We came in near the top end of our guidance for the percentage of total production being contributed by higher value liquids, which has grown into 19%. The percentage of production from liquids was 16% last quarter and only 4% a year ago. Second quarter liquids revenues, including the oil condensate and NGLs, contributed to 40% of our total natural gas oil and NGL revenues after hedging.

All of this growth is being driven by the success of our active drilling program in Appalachia, where we're focused on our liquids rich acreage in Marshall County, West Virginia. Specifically in the Marcellus, our net production grew 49% sequentially. Appalachian production overtook Texas production for the first time with 60% of our second quarter volumes now coming from the Marcellus. Second quarter net daily production from Appalachia averaged 20.7 million cubic feet equivalent made up of approximately 14.5 million cubic feet of natural gas per day and approximately 353 barrels of condensate and 685 barrels of NGLs per day. Total liquids production is currently about 35% of Marcellus production. The Marcellus is now contributing 68% of our total natural gas oil and NGL revenues before realized hedging benefits.

Although the decline in NGL prices since the first year has compressed the economics of our Marcellus wells somewhat, as it has for the industry as a whole, the economics still remain very compelling with roughly 24% internal rate of return on the average Marcellus well based on current pricing and third-party reserve estimates. Those IRRs could improve if the liquid yields continue to increase as we have seen as we move westward on our acreage.

The quality of this play is reflected in our June 30 reserve analysis. This midyear report shows that over a 6-month period, our proved reserves grew 40% over year-end 2011 proved volumes. Keep in mind that this follows an increase of 138% in proved reserves that we reported at December 31, 2011, over year-end 2010.

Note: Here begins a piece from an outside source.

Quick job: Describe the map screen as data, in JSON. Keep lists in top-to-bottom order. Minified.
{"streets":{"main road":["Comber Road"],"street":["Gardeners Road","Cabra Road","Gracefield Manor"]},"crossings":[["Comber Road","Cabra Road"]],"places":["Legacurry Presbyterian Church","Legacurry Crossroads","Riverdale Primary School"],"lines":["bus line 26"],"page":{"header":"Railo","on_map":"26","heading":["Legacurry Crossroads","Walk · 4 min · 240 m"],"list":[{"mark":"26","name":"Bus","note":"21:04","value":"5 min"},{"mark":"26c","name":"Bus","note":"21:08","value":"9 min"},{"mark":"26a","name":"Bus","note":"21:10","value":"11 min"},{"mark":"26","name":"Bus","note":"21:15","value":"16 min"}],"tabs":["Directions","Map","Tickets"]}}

Our total proved reserves increased from 120 Bcfe at December 31 to 167 Bcfe at June 30. But due to the decline in pricing, the PV-10 value of those reserves declined from $217 million at December 31 to $179 million at June 30 based on the SEC pricing formula. Despite this substantial volume growth, lower natural gas and NGL prices contributed to the need for an asset impairment charge. In the second quarter, we took a $73 million noncash ceiling test impairment, which affected our financial results in a material way. The SEC rule requires us to run our ceiling test every quarter using a 12-month average of first day of the month prices for each of the previous 12 months.

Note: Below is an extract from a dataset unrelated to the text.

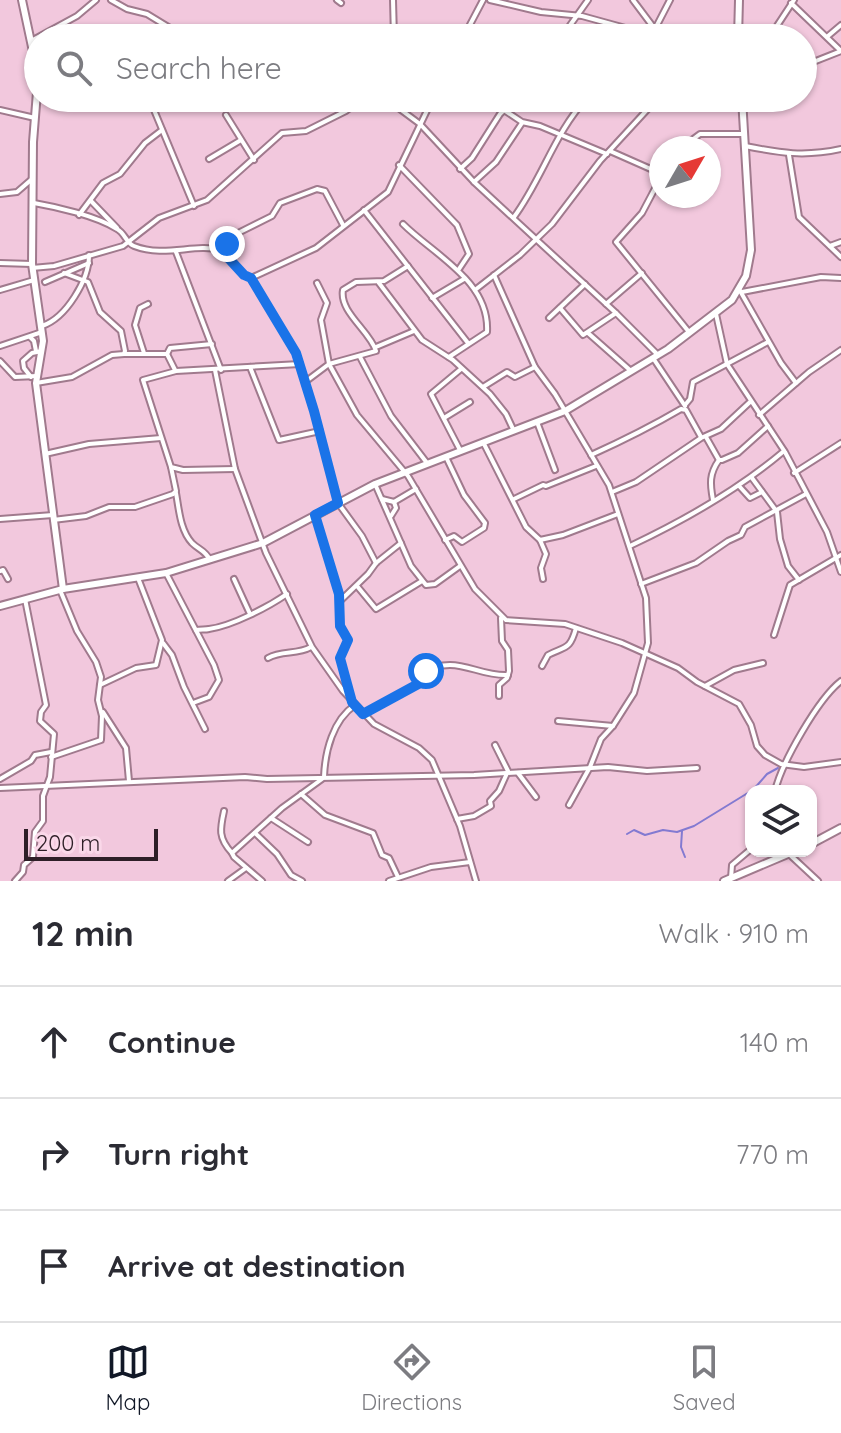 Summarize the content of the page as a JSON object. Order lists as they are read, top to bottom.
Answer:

Using a NYMEX futures pricing curve, the PV-10 of the estimated proved reserves increased to $239.5 million at June 30, 2012, from $237.7 million at year-end 2011. The NYMEX futures pricing curve is more reflective of our reserve value, so we do not expect this noncash writedown to have an effect on our access to funds to execute our capital program in the Marcellus this year.

Next, let me recap our activities during the second quarter, which were focused entirely on the Marcellus. As of June 30, we had 18 gross operated horizontal Marcellus wells on production in Marshall County. We need to point out that the Wengerd 1H and 7H wells that have been producing for about 9 months were shut-in during the second quarter while we drilled 5 additional Wengerd wells from the same pad. So at quarter end, we had a total of 20 wells that were capable of producing. Our average working interest in these 20 wells was 43.7% and the average lateral length of the horizontal section was about 4,800 feet. As a general rule, our working interest in the wells we are drilling and operating this year range from 40% to 50% and the well lateral length ranges from about 2,500 feet to 6,100 feet but weighted average of about 4,500 feet. Drilling and completion costs currently average approximately $1.3 million to $1.5 million per thousand feet of lateral.

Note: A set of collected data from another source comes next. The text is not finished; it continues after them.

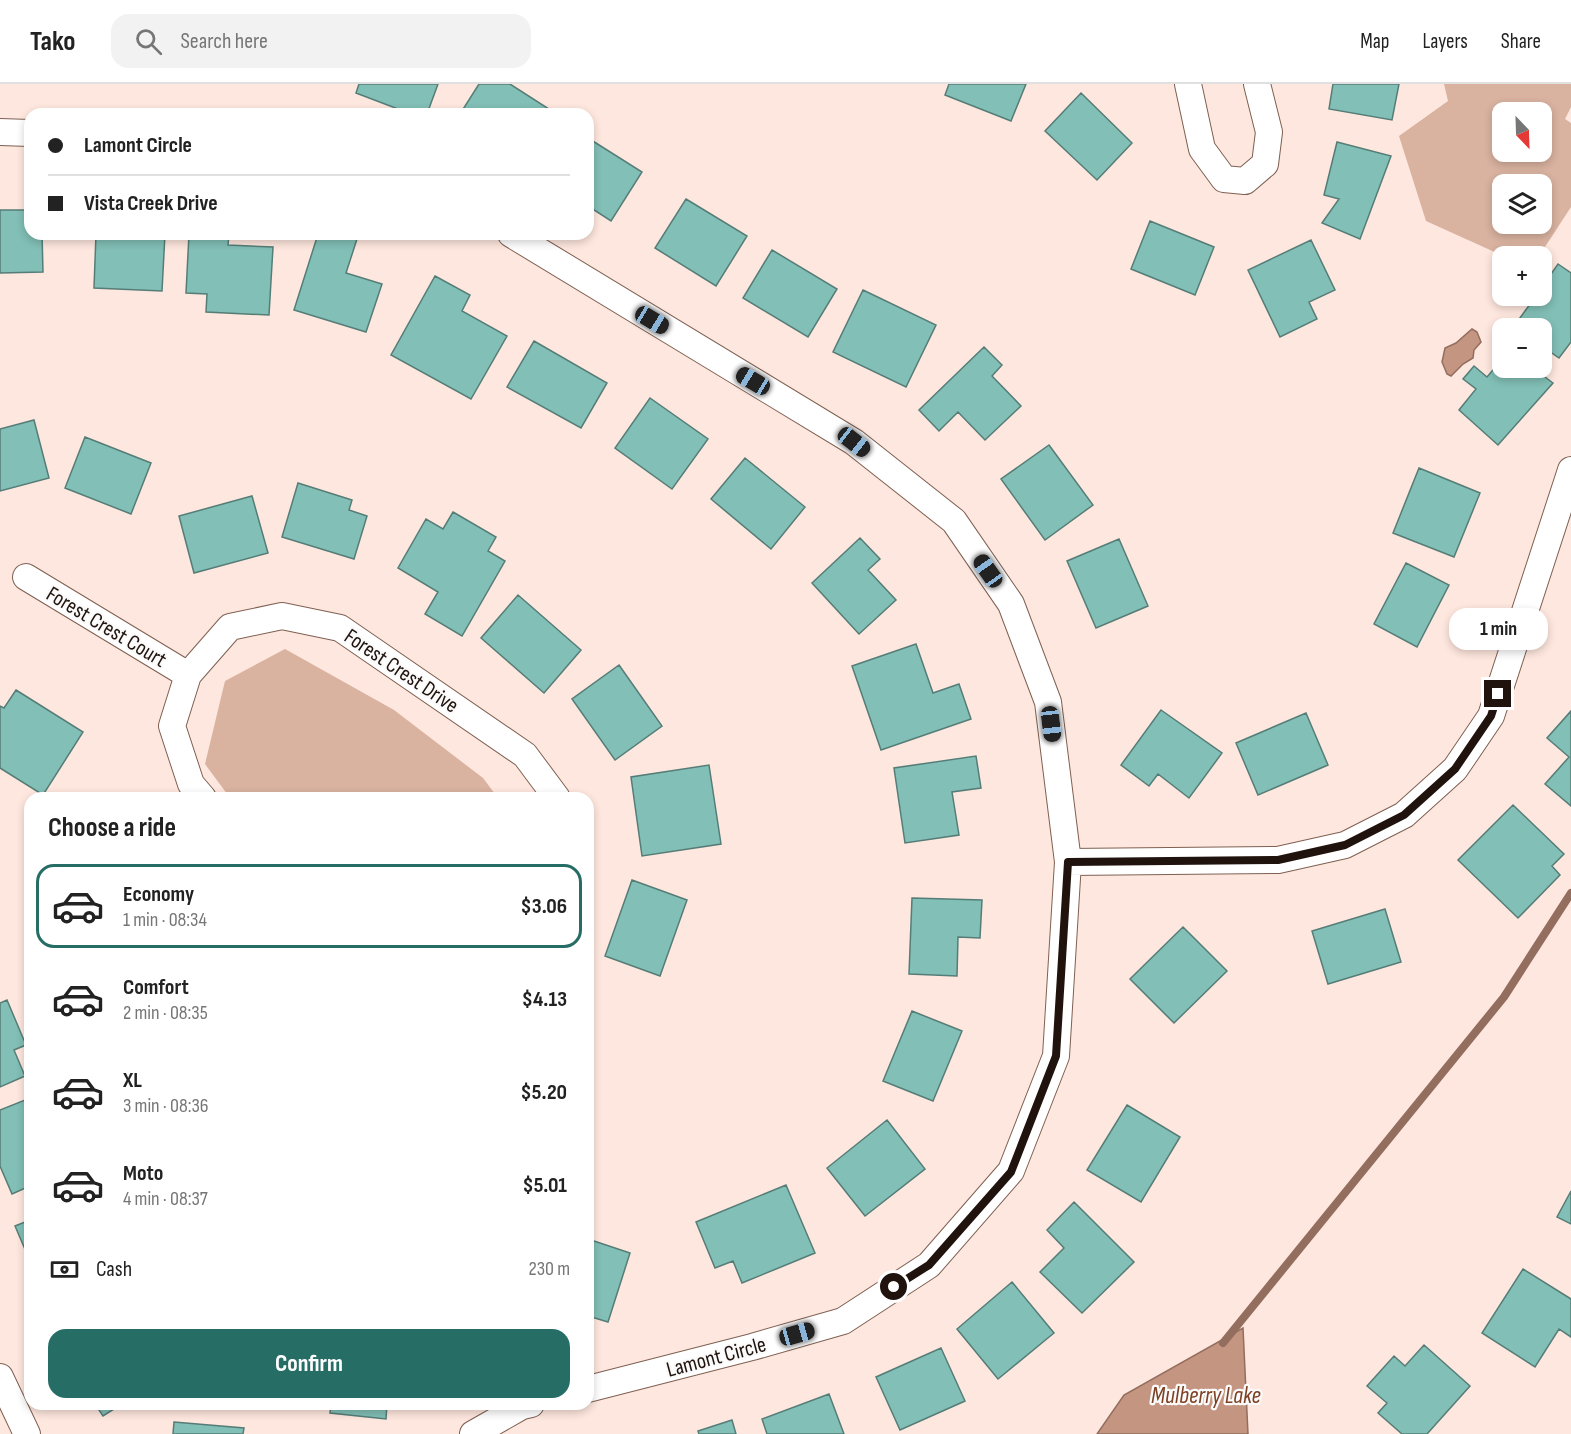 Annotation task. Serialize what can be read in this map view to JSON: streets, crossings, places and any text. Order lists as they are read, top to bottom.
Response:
{
  "streets": {
    "street": ["Forest Crest Court", "Forest Crest Drive", "Lamont Circle"]
  },
  "crossings": [
    ["Forest Crest Court", "Forest Crest Drive"]
  ],
  "water": ["Mulberry Lake"],
  "north": "bottom right",
  "page": {
    "header": "Tako",
    "search": "Search here",
    "nav": ["Map", "Layers", "Share"],
    "map_buttons": ["+", "−"],
    "banner": ["Lamont Circle", "Vista Creek Drive"],
    "bubble": "1 min",
    "heading": "Choose a ride",
    "list": [
      {
        "name": "Economy",
        "note": "1 min · 08:34",
        "value": "$3.06"
      },
      {
        "name": "Comfort",
        "note": "2 min · 08:35",
        "value": "$4.13"
      },
      {
        "name": "XL",
        "note": "3 min · 08:36",
        "value": "$5.20"
      },
      {
        "name": "Moto",
        "note": "4 min · 08:37",
        "value": "$5.01"
      }
    ],
    "pay": ["Cash", "230 m"],
    "buttons": "Confirm"
  }
}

Before walking through the joint program, let me give you an update on the third-party gathering system that has constrained our Marcellus production for the past 10 months. As we've discussed before over the last several quarters, our Marshall County production volumes have been curtailed by issues with condensate handling, dehydration limitations and high line pressures on the gathering system that was recently purchased by Williams. Williams has been gradually resolving these issues. As a result of these past issues, it's been difficult to gauge the true potential of our recent completions as we haven't been able to produce new wells into a constant pressure environment or interrupted due to continued downtime related to the gathering system. We are expecting that the future wells will not be impacted by these issues.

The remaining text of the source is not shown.